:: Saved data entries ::
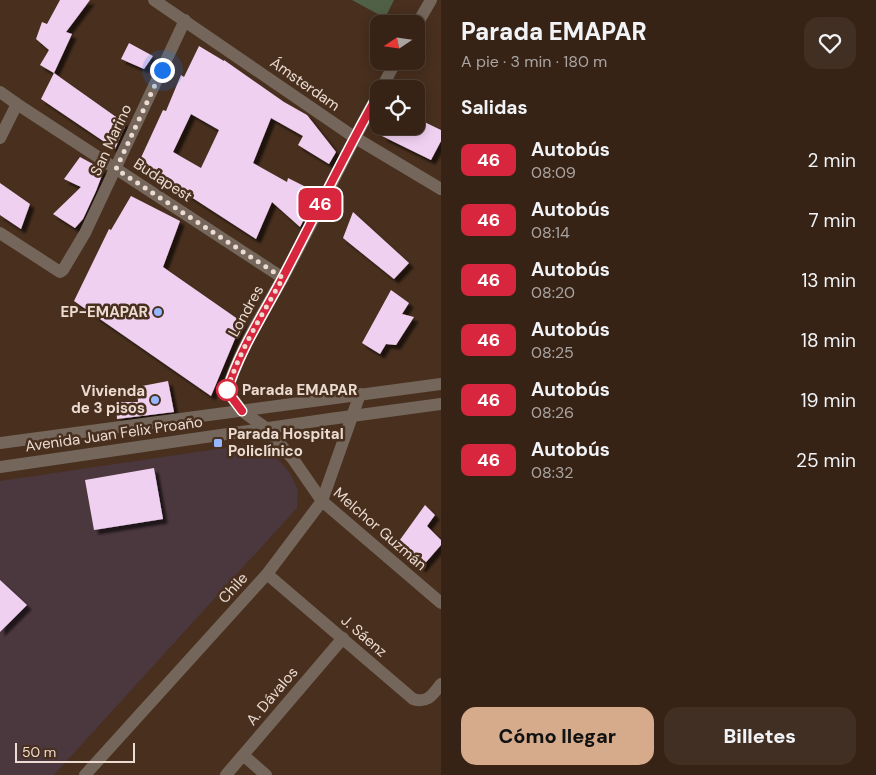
<!DOCTYPE html>
<html lang="es">
<meta charset="utf-8">
<style>
:root{--surface:#362316;--page:#412f23;--text:#f1f3f6;--muted:#aaa4a1;--line:#504035;--accent:#d6ab8b}
body{margin:0;font-family:"DM Sans",sans-serif;background:var(--page);color:var(--text);height:100vh;display:flex;flex-direction:column;font-size:19px;white-space:nowrap}
*{box-sizing:border-box;margin:0}
p{font-size:16px;color:var(--muted)}
.icon{flex:none;width:28px;height:28px;fill:none;stroke:currentColor;stroke-width:2;stroke-linecap:round;stroke-linejoin:round}
.map{position:relative;flex:1;overflow:hidden}
.side{display:flex;flex-direction:column;background:var(--surface);width:435px}
.side>*{flex:none}
.badge{padding:0 10px;border-radius:8px;font-size:18px;line-height:32px}
.needle{width:32px;rotate:257deg}
.buttons{position:absolute;left:370px;top:15px;display:grid;gap:10px}
.buttons a{display:grid;place-items:center;width:55px;height:55px;border-radius:10px;background:var(--surface);box-shadow:0 2px 12px #0003,0 0 0 1px var(--line);font-size:25px}
.scale{position:absolute;left:15px;bottom:12px;width:120px;box-sizing:border-box;padding-left:5px;border:2px solid #ebdbd1;border-top:0;font-size:14px;line-height:18px;white-space:nowrap;color:#ebdbd1;-webkit-text-stroke:4px #482f1e;paint-order:stroke}
.you{position:absolute;width:25px;height:25px;margin:-12px;border:4px solid #fff;border-radius:50%;background:#1a73e8;box-shadow:0 0 0 8px #1a73e833}
.map>.badge{position:absolute;translate:-50% -50%;box-shadow:0 0 0 2px #fff}
h2{padding:0 20px;font-size:19px;line-height:45px}
.round{display:grid;place-items:center;flex:none;width:52px;height:52px;border-radius:15px;background:var(--page)}
.headline{display:flex;align-items:center;justify-content:space-between;height:85px;padding:0 20px}
h1{font-size:24px;font-weight:800;line-height:38px}
.cta{display:flex;gap:10px;margin-top:auto;padding:10px 20px}
.cta a{flex:1;height:58px;border-radius:15px;background:var(--accent);color:#111;font-size:20px;font-weight:800;line-height:58px;text-align:center}
.cta a+a{background:var(--page);color:var(--text)}
ul{padding:0;list-style:none}
li{display:flex;align-items:center;gap:15px;height:60px;padding:0 20px}
li div{flex:1}
li b{display:block;font-size:19px}
li em{font-style:normal}
li .badge{min-width:55px;font-weight:700;text-align:center}
main{display:flex;flex:1;min-height:0}
.map>svg:first-child{display:block}
</style>
<main>
<div class="map">
<svg width="441" height="775" viewBox="0 0 441 775">
<defs>
<filter id="shadow"><feDropShadow dx="4.5" dy="4.5" stdDeviation="1" flood-color="#0009"/></filter>
</defs>
<rect width="100%" height="100%" fill="#482f1e"/>
<path fill="#4b373e" d="M244,445L270,450L290,473L298,490L297,508L54,775H0V481Z"/>
<path fill="#506046" d="M352,0H394L385,18Z"/>
<path fill="#f0d0f0" fill-rule="evenodd" filter="url(#shadow)" d="M60,0H90L66,32L72,34L54,73L40,65L49,50L36,39L42,22L47,24Z
M129,43L153,56L144,69L121,59Z
M199,46L224,61V60L284,102L307,115L336,152L329,164L298,145L303,136L271,118L253,163L287,182L288,178L318,193L300,227L272,202L256,239L185,193L186,191L139,162L163,110L166,111L181,75L184,77ZM191,114L219,130L201,168L173,152Z
M54,73L126,124L115,149L41,99Z
M416,118L441,130V141L431,160L382,136L387,126H416Z
M80,157L104,170L96,191L83,219L75,228L53,214L81,187L64,179Z
M0,183L30,204L21,229L0,215Z
M131,196L180,221L163,267L242,322L211,396L74,301L109,229L111,230Z
M353,212L409,263L394,279L343,238Z
M391,290L409,303L402,314L414,317L396,345L386,344L380,354L362,343Z
M168,381L174,412L117,419L116,402H138L137,387Z
M154,468L163,519L94,530L85,480Z
M425,505L435,515L427,526L441,540V545L421,568L410,556L412,554L397,544Z
M0,580L27,605L0,632Z"/>
<g fill="none" stroke-linecap="round" stroke-linejoin="round">
<path stroke="#74665a" stroke-width="12" d="M154,0L354,137L441,189
M416,26L431,0
M381,89L396,61
M0,92L17,104L283,278
M379,93C345,154 316,217 282,279C262,315 239,351 227,391L242,411L266,428L293,459L322,501L441,603
M0,138L17,104
M0,233L60,272L63,270L85,233L185,20
M267,574L413,699C428,704 433,694 441,684
M243,755L266,775
M85,775L267,574L322,501L360,394
M226,775L343,638"/>
<path stroke="#74665a" stroke-width="12" d="M0,443L441,384
M0,467L330,419L441,404"/>
</g>
<g fill="none" stroke-linecap="round" stroke-linejoin="round">
<defs>
<path id="line" d="M242,411L227,391C240,349 264,314 284,275C316,214 345,153 379,93"/>
</defs>
<use href="#line" stroke="#fff" stroke-width="11"/>
<use href="#line" stroke="#d7263d" stroke-width="8"/>
<path stroke="#ebdbd1" stroke-width="5" stroke-dasharray="0 9" d="M162,70L116,169L283,278C262,315 239,351 227,391V390"/>
</g>
<g fill="#94b7fd" stroke="#482f1e" stroke-width="2">
<circle cx="158" cy="312" r="5"/>
<circle cx="155" cy="400" r="5"/>
<rect x="213" y="438" width="10" height="10" rx="2.5"/>
</g>
<circle fill="#fff" stroke="#d7263d" stroke-width="2.5" cx="227" cy="390" r="10"/>
<g text-anchor="middle" dominant-baseline="central" stroke-width="5" stroke-linejoin="round" paint-order="stroke">
<g font-size="15" fill="#ebdbd1" stroke="#482f1e">
<text transform="translate(305 84) rotate(35)">Ámsterdam</text>
<text transform="translate(111 140) rotate(-65)">San Marino</text>
<text transform="translate(163 180) rotate(33)">Budapest</text>
<text transform="translate(246 311) rotate(-61)">Londres</text>
<text transform="translate(114 434) rotate(-8)">Avenida Juan Felix Proaño</text>
<text transform="translate(380 529) rotate(41)">Melchor Guzmán</text>
<text transform="translate(233 588) rotate(-48)">Chile</text>
<text transform="translate(364 636) rotate(41)">J. Sáenz</text>
<text transform="translate(272 696) rotate(-50)">A. Dávalos</text>
</g>
<g font-size="15" font-weight="bold" fill="#ebdbd1" stroke="#482f1e" text-anchor="end">
<text x="148" y="312">EP-EMAPAR</text>
<text x="145" y="391">Vivienda<tspan x="145" dy="17">de 3 pisos</tspan></text>
<text x="228" y="434" text-anchor="start">Parada Hospital<tspan x="228" dy="17">Policlínico</tspan></text>
</g>
<g font-size="15" font-weight="bold" fill="#ebdbd1" stroke="#482f1e" text-anchor="start">
<text x="242" y="390">Parada EMAPAR</text>
</g>
</g>
</svg>
<div class="buttons">
<a><svg class="needle" viewBox="-14 -14 28 28"><path d="M0-13l5 13h-10z" fill="#e53935"/><path d="M0 13l5-13h-10z" fill="#aaa4a1"/></svg></a>
<a><svg class="icon" aria-label="locate" viewBox="0 0 24 24"><circle cx="12" cy="12" r="6"/><path d="M12 2v4M12 18v4M2 12h4M18 12h4"/></svg></a>
</div>
<div class="scale">50 m</div>
<div class="you" style="left:162px;top:70px"></div>
<b class="badge" style="left:320px;top:204px;background:#d7263d;color:#fff">46</b>
</div>
<section class="side">
<div class="headline"><div><h1>Parada EMAPAR</h1><p>A pie · 3 min · 180 m</p></div><a class="round"><svg class="icon" aria-label="heart" viewBox="0 0 24 24"><path d="M12 20l-8-8c-3-5 5-10 8-4 3-6 11-1 8 4z"/></svg></a></div>
<h2>Salidas</h2>
<ul>
<li><span class="badge" style="background:#d7263d;color:#fff">46</span><div><b>Autobús</b><p>08:09</p></div><em>2 min</em></li>
<li><span class="badge" style="background:#d7263d;color:#fff">46</span><div><b>Autobús</b><p>08:14</p></div><em>7 min</em></li>
<li><span class="badge" style="background:#d7263d;color:#fff">46</span><div><b>Autobús</b><p>08:20</p></div><em>13 min</em></li>
<li><span class="badge" style="background:#d7263d;color:#fff">46</span><div><b>Autobús</b><p>08:25</p></div><em>18 min</em></li>
<li><span class="badge" style="background:#d7263d;color:#fff">46</span><div><b>Autobús</b><p>08:26</p></div><em>19 min</em></li>
<li><span class="badge" style="background:#d7263d;color:#fff">46</span><div><b>Autobús</b><p>08:32</p></div><em>25 min</em></li>
</ul>
<div class="cta"><a>Cómo llegar</a><a>Billetes</a></div>
</section>
</main>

:: EXERCISE OBJECTIVE ::
In the data above, which lines include "border"? Return those lines.

:: OUTPUT ::
*{box-sizing:border-box;margin:0}
.badge{padding:0 10px;border-radius:8px;font-size:18px;line-height:32px}
.buttons a{display:grid;place-items:center;width:55px;height:55px;border-radius:10px;background:var(--surface);box-shadow:0 2px 12px #0003,0 0 0 1px var(--line);font-size:25px}
.scale{position:absolute;left:15px;bottom:12px;width:120px;box-sizing:border-box;padding-left:5px;border:2px solid #ebdbd1;border-top:0;font-size:14px;line-height:18px;white-space:nowrap;color:#ebdbd1;-webkit-text-stroke:4px #482f1e;paint-order:stroke}
.you{position:absolute;width:25px;height:25px;margin:-12px;border:4px solid #fff;border-radius:50%;background:#1a73e8;box-shadow:0 0 0 8px #1a73e833}
.round{display:grid;place-items:center;flex:none;width:52px;height:52px;border-radius:15px;background:var(--page)}
.cta a{flex:1;height:58px;border-radius:15px;background:var(--accent);color:#111;font-size:20px;font-weight:800;line-height:58px;text-align:center}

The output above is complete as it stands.